# BRIEF:
Report how many lines below contain the word "Reply". Write only that number.

(Collected data)
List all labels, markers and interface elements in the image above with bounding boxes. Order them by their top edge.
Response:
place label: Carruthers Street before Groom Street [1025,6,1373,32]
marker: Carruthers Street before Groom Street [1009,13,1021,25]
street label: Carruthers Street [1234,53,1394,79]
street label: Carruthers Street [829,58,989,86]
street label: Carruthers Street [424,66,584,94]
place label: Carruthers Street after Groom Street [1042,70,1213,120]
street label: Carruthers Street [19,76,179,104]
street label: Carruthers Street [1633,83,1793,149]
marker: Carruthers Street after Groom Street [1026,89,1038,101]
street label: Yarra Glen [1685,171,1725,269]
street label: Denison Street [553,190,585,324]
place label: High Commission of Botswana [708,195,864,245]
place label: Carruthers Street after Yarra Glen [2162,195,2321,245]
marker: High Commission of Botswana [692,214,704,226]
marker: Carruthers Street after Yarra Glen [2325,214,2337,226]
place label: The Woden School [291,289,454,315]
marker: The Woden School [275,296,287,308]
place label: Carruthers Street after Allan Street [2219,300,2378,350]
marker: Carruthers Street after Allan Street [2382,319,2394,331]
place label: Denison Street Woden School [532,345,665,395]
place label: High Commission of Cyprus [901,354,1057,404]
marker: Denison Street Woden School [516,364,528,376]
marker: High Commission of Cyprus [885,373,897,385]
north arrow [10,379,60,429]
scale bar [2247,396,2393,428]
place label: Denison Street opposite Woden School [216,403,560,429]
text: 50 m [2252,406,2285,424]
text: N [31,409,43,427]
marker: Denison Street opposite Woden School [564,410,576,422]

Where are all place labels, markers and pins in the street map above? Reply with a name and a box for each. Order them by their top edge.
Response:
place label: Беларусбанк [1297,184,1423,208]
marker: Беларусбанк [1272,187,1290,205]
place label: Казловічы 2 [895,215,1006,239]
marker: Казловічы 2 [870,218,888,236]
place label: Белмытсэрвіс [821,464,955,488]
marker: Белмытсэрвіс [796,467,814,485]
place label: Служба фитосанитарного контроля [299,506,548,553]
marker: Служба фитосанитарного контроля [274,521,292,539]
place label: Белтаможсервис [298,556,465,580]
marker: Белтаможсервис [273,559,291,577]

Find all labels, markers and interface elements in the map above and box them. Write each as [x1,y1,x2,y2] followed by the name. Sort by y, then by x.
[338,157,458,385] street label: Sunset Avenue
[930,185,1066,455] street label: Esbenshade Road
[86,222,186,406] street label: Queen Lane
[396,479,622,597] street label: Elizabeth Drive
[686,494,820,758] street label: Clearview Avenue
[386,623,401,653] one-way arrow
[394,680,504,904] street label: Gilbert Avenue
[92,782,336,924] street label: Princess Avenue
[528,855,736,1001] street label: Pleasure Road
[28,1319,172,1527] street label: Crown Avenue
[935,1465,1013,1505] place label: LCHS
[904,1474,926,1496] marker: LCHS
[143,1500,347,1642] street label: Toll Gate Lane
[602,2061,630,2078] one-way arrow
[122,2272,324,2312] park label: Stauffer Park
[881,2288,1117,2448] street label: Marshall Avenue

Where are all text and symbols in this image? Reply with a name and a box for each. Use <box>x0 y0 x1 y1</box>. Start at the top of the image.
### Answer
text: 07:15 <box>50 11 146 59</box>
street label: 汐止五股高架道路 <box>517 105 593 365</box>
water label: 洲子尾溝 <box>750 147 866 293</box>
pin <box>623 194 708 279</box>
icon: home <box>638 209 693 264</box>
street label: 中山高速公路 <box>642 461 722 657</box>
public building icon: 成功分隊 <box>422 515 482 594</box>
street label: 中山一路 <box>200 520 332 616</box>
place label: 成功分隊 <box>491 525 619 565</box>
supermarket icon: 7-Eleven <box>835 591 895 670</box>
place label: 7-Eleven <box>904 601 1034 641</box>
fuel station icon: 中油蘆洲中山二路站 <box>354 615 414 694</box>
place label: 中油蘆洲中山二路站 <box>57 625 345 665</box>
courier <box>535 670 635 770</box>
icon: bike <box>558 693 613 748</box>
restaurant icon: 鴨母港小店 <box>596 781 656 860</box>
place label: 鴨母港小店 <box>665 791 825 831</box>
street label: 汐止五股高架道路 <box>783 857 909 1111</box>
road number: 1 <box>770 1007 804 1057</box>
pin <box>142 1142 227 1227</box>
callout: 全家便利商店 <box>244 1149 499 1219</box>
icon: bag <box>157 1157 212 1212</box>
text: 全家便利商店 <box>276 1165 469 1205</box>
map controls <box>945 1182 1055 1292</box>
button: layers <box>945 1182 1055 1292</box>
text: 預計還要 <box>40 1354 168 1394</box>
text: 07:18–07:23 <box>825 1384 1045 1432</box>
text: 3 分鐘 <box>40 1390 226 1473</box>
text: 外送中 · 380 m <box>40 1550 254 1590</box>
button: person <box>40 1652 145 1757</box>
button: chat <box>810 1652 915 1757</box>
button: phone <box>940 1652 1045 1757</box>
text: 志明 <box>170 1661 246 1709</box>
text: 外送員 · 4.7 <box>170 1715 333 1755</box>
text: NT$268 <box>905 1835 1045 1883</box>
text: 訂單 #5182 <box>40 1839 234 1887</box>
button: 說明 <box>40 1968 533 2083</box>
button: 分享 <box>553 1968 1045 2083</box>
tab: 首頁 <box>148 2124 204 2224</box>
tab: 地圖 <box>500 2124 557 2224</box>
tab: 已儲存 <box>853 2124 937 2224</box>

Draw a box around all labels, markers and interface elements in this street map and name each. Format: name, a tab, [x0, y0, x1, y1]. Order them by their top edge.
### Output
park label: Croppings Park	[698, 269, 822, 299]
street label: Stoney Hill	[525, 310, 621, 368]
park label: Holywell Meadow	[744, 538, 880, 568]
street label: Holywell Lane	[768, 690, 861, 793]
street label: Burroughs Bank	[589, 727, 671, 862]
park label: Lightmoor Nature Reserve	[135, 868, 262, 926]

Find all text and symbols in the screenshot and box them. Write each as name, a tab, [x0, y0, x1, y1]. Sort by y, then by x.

# RESULT OF THIS EXERCISE:
2